Ante los retrasos, las anulaciones, los tratos diferenciales en virtud del color ya no de la piel, sino de la tarjeta de fidelización, ante la pérdida de equipajes, ante la rotura de maletas por parte de operarios que emulan a sus luchadores de wrestling favoritos con nuestros bienes, ante todo eso, el individuo común se tiene que morder la lengua y comprender que es el precio que hay que pagar porque hayan dejado de cobrarnos precios abusivos por servicios vergonzosos y uno sea tan sólo eso, un turista o la versión moderna del viajante. Afectos de ese sentimiento de resignación franciscana, se nos olvida que cuando existe la bajada de precios tiene que ver con la competitividad con nuevas compañías que han puesto en peligro este monopolio vergonzante y no con una dádiva personal que se nos está haciendo.

A las compañías aéreas españolas mayoritarias habría que equipararlas legalmente a los sujetos que echan al mar una patera en Marruecos o un cayuco en Mauritania: hacen lo mismo, igual de mal, con idéntica falta de escrúpulos. Y por si eso fuera poco, la comida, ha pasado de ser bazofia a ser ‘fast bazofia’. Su hegemonía está en declive, y es fácil entender que en previsión de un Potemkin moderno nos despojen de nuestra dignidad antes de entrar al aparato. El día menos pensado podría ocurrírsenos protestar.

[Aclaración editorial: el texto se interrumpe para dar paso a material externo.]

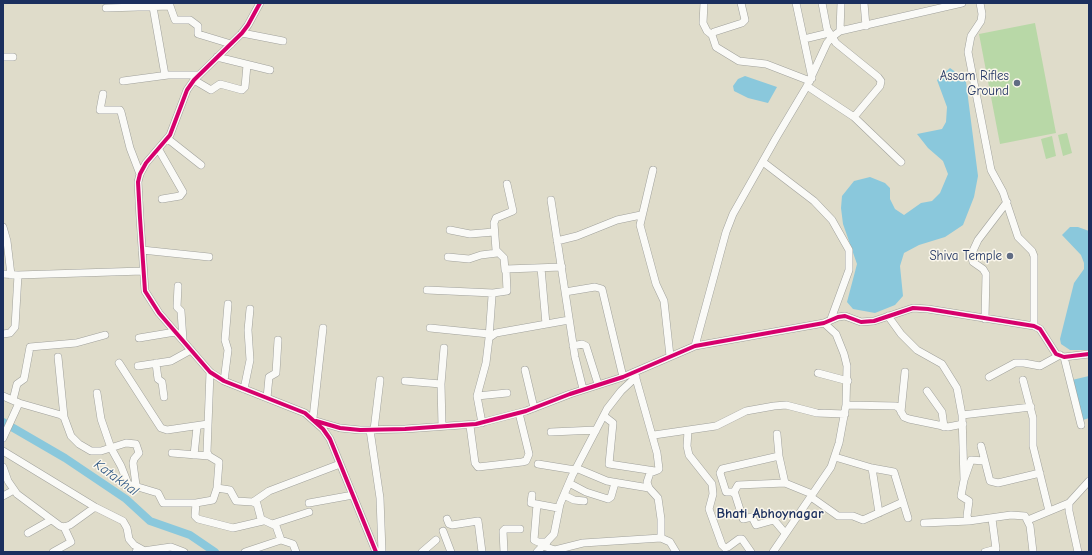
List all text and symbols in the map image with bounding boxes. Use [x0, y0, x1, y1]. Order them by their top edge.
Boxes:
place label: Assam Rifles Ground [940, 68, 1009, 99]
marker: Assam Rifles Ground [1012, 78, 1022, 88]
place label: Shiva Temple [929, 248, 1002, 264]
marker: Shiva Temple [1005, 251, 1015, 261]
water label: Katakhal [90, 456, 142, 500]
district label: Bhati Abhoynagar [716, 506, 824, 522]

Javier Sánchez es psiquiatra.

Si existieran, las compañías aéreas en España serían diagnosticadas del síndrome del “desaparecido”, que el gran Manu Chao, hijo del excelente poeta español Ramón Chao, ya cantaba algo así como: “Me llaman el desaparecido...no he llegado y ya me he ido”. Son, en términos kantianos, un ideal de la razón, entidades pensables cognoscibles, pero no por eso existen. Creemos que existen, pero no lo hacen. Considerando que todo hijo de vecino se apostaría una mano a que sí, a que una vez viajó en una, es por lo que la existencia de las compañías aéreas en España se puede clasificar dentro de lo que en psiquiatría llamamos “delirios compartidos”. Por desgracia no es así, ya nos gustaría que como escribiría Henry Miller a propósito de Dios, una compañía aérea existiese en España con el simple propósito de ir y escupirle en la cara.